Dr. Schlozman also says he may be preaching to the choir when he says that psychiatrists are better adjusted about their field than other physicians.

"I run into a lot of doctors who are very frustrated with their work, and maybe it’s the Pollyanna in me, but I don’t think many psychiatrists are frustrated with their work. There are things about it that are frustrating, but the work itself is really special, it’s privileged, and the stories that patients let us be part of, are amazing."

How does he find the time to write books when he has both teaching and clinical duties and a family life?

"Sometimes I’ll just not sleep as much as I ought to …To me, writing, you just got to do it. As a writer, if it’s been awhile since you’ve written something that’s your own, something that’s really yours, and not an academic article report or a study, then you start to get a little edgy. Some guys go to the gym to relax — I have to write something. It could be an essay for the Boston Globe, or a blog entry. I can’t go to sleep until I write, then I can turn in."

The novel is scheduled to be published March 25. Dr. Schlozman plans on taking the book’s release back home, back to where it started. Across the street from the Coolidge Theater where, a year ago, he gave the talk that kick-started his zombie adventure, he’ll be holding a book signing and reading at the Brookline Booksmith, the largest bookstore in Boston.

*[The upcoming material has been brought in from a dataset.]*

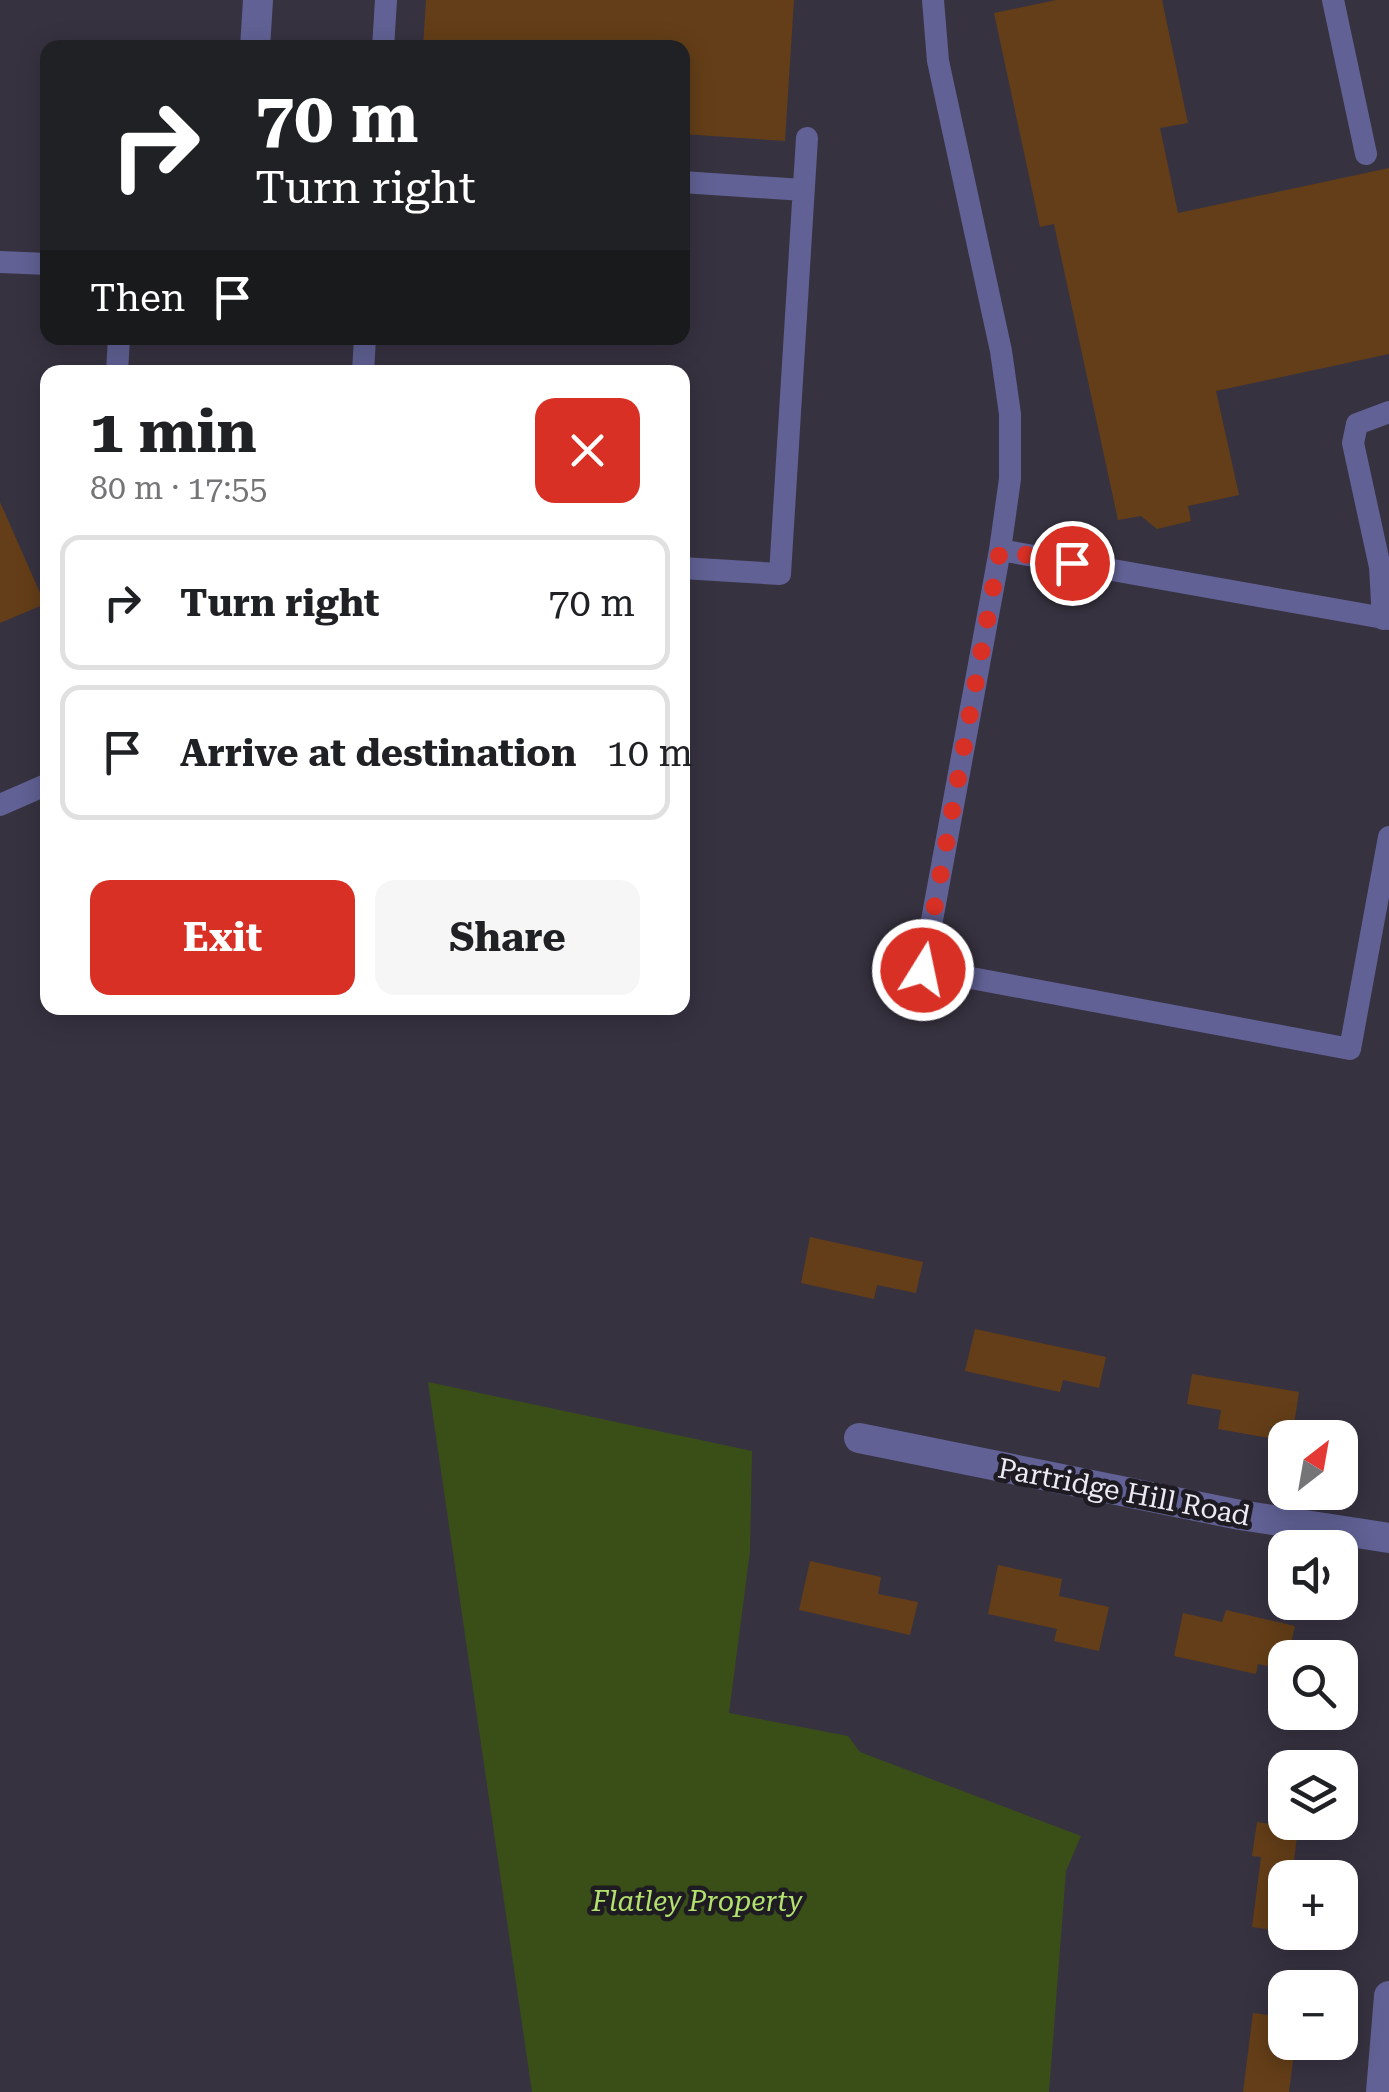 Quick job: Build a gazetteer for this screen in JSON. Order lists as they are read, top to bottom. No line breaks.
{"streets":{"street":["Partridge Hill Road"]},"parks":["Flatley Property"],"north":"top right","page":{"turn":["70 m","Turn right"],"then":"Then","heading":["1 min","80 m · 17:55"],"list":[{"name":"Turn right","value":"70 m"},{"name":"Arrive at destination","value":"10 m"}],"buttons":["Exit","Share"],"map_buttons":["+","−"]}}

Movie offers have come in, but Dr. Schlozman says he’s waiting to sign a deal until the book comes out and, he hopes, a wave of zombie autopsy mania builds.

Dr. Schlozman says he plans to write more. "Artistically, I’d love to keep writing. I am writing another novel, not a zombie book. My agent loves it. Hopefully I’ll get it published too. And then," Dr. Schlozman says playfully, "perhaps then, a children’s book."